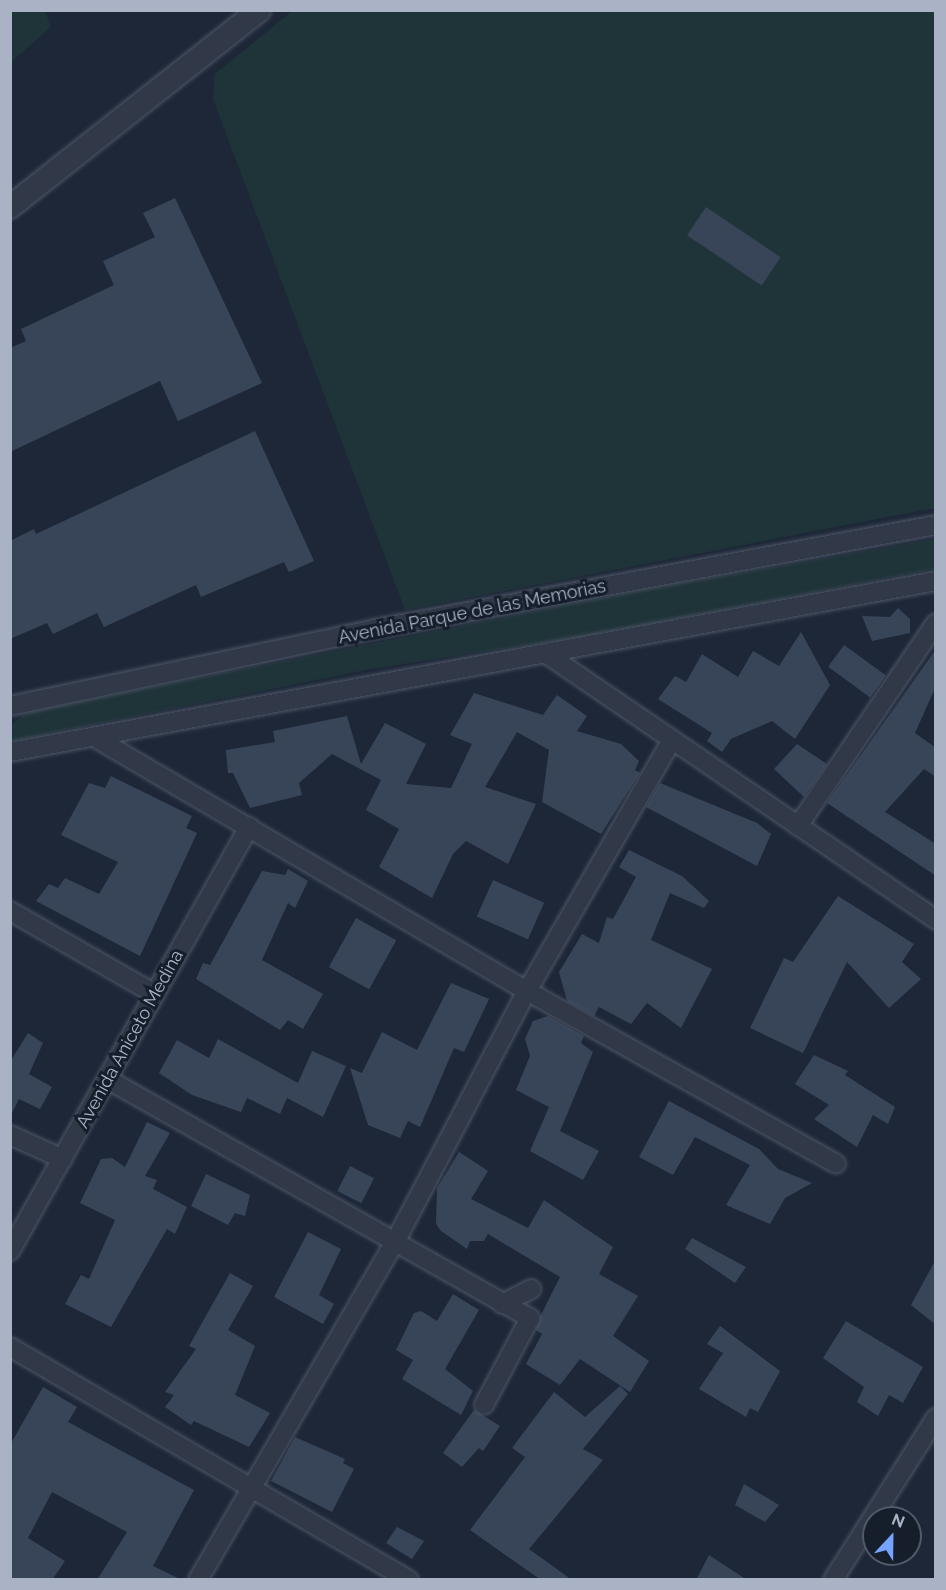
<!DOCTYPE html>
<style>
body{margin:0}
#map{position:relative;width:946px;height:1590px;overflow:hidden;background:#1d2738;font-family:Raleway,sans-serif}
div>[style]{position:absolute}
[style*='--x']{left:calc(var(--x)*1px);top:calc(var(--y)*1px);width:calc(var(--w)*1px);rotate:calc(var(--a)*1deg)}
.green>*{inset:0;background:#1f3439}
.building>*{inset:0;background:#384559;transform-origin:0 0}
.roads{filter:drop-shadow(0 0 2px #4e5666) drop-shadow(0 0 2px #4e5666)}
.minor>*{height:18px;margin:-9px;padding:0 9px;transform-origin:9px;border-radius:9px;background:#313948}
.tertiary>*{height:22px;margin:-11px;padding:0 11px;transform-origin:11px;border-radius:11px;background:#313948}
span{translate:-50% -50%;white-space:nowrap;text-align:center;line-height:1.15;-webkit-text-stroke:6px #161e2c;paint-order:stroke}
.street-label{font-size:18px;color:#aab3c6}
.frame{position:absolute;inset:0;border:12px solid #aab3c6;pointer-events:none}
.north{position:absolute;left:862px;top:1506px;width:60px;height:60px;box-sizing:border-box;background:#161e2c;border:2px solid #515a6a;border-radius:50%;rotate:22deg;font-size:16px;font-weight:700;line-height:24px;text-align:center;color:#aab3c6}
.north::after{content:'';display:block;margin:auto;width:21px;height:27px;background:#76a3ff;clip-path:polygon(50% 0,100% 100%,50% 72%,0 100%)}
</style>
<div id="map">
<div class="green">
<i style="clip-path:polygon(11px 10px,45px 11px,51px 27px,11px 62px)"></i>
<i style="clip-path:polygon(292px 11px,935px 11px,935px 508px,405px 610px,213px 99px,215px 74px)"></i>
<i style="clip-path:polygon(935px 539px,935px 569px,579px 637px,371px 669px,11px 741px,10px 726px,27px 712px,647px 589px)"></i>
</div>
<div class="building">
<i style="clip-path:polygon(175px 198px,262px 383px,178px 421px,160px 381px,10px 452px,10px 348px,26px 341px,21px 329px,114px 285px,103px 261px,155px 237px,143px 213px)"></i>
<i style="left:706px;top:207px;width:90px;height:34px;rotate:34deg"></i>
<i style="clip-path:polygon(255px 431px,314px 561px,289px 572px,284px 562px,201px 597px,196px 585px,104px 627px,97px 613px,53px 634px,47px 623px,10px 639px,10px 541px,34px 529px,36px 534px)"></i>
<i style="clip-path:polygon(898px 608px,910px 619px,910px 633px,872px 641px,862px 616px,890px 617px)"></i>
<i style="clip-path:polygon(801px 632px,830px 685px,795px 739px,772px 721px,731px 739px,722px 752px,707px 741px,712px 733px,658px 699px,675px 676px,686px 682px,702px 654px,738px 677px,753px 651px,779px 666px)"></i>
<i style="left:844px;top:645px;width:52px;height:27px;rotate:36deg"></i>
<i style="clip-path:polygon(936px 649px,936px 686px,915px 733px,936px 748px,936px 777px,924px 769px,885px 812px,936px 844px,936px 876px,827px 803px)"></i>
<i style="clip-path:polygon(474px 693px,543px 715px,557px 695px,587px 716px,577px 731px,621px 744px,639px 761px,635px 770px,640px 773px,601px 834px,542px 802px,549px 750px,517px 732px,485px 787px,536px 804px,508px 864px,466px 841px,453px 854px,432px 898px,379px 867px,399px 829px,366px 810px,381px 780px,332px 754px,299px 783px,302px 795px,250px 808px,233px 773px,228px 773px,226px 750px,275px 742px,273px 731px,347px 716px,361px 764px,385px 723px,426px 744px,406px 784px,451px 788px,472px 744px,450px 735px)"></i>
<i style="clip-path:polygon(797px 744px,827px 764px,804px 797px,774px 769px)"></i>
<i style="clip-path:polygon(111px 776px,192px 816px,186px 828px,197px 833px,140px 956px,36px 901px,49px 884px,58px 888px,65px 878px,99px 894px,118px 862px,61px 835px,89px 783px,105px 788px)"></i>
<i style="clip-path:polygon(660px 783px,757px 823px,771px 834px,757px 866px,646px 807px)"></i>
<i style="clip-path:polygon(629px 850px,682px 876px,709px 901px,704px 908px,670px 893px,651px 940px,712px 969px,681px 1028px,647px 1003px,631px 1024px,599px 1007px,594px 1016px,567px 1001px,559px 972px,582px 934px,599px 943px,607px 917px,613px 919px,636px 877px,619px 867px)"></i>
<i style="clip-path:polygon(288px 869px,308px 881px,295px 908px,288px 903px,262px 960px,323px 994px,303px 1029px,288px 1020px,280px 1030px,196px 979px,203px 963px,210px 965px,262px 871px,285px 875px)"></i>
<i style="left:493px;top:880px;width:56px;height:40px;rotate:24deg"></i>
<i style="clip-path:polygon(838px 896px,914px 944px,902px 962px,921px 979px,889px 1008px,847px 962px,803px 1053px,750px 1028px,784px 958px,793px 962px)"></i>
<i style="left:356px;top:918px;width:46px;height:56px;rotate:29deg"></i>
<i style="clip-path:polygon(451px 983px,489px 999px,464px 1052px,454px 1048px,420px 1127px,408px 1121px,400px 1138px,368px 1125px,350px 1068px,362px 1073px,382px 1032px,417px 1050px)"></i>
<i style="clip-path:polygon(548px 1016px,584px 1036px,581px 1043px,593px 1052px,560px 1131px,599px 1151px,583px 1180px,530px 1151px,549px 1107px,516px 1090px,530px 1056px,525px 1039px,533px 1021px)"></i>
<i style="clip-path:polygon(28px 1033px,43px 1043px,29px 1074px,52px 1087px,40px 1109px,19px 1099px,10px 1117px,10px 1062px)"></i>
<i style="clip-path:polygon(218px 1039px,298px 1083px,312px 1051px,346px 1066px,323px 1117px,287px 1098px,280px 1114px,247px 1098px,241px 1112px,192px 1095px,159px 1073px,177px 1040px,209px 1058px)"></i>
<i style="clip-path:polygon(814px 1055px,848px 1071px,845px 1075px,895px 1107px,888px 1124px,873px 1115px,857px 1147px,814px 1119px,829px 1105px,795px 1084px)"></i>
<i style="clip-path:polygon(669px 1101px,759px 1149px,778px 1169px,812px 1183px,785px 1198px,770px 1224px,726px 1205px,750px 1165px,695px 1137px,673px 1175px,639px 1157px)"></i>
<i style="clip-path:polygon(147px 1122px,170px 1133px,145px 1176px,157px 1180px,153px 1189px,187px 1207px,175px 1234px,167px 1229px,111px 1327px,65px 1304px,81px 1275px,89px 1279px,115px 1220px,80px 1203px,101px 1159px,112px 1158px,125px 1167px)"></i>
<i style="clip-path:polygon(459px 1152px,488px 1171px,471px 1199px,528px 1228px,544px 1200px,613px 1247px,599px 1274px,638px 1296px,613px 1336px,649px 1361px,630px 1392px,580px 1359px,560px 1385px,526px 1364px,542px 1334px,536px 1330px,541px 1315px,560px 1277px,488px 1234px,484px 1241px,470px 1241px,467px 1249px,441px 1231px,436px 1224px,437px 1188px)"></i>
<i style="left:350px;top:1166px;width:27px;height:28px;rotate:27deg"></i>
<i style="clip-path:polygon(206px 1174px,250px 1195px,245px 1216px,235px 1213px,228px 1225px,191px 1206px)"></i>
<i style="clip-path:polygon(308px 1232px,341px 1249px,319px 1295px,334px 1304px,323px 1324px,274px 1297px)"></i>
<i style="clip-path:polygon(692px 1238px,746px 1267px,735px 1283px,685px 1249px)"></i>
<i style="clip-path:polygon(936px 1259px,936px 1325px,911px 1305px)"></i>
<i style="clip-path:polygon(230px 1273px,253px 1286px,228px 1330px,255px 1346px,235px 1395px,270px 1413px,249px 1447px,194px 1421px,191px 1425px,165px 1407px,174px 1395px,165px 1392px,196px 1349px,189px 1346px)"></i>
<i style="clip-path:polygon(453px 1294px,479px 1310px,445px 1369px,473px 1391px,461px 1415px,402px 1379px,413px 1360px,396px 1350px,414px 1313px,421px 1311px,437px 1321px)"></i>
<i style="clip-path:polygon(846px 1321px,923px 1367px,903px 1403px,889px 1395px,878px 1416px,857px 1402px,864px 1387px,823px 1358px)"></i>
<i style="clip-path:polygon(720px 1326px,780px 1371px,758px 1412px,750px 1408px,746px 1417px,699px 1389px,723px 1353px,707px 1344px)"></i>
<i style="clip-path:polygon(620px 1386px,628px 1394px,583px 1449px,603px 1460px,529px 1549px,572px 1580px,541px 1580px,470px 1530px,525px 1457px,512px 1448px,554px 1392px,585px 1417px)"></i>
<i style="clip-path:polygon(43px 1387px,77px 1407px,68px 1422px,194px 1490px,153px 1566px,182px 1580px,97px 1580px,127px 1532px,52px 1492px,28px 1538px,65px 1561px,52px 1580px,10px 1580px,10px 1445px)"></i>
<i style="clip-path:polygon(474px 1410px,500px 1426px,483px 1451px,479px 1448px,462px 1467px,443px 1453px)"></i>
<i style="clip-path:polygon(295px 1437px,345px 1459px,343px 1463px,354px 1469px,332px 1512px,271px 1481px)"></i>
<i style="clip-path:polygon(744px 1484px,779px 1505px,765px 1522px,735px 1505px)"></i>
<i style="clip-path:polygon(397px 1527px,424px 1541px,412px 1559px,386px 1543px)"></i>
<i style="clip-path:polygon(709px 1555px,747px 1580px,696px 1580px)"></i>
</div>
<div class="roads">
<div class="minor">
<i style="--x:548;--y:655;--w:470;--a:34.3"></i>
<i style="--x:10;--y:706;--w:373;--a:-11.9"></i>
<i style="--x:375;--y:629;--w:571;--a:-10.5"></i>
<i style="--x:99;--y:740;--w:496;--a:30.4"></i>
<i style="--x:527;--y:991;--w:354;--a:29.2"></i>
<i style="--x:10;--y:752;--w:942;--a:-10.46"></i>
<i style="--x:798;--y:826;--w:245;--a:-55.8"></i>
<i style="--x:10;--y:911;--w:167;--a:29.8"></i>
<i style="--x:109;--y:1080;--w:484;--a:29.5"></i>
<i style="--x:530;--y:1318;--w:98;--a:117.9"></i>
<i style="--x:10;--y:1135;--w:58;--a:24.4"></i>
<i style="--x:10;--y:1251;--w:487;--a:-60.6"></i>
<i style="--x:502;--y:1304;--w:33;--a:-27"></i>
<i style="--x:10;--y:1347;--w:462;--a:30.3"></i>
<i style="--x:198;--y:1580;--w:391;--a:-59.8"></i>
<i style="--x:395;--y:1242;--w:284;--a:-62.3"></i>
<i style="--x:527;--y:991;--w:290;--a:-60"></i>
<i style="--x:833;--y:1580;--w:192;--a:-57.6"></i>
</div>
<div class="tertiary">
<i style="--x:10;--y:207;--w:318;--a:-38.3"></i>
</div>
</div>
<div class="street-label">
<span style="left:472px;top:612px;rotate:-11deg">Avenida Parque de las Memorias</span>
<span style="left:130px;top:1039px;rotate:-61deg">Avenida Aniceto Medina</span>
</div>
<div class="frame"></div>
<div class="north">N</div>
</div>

________________

Write the line containing "de las Memorias</span>" and all the lines after it out again, word for word, through the end of the material, and nothing besides.

<span style="left:472px;top:612px;rotate:-11deg">Avenida Parque de las Memorias</span>
<span style="left:130px;top:1039px;rotate:-61deg">Avenida Aniceto Medina</span>
</div>
<div class="frame"></div>
<div class="north">N</div>
</div>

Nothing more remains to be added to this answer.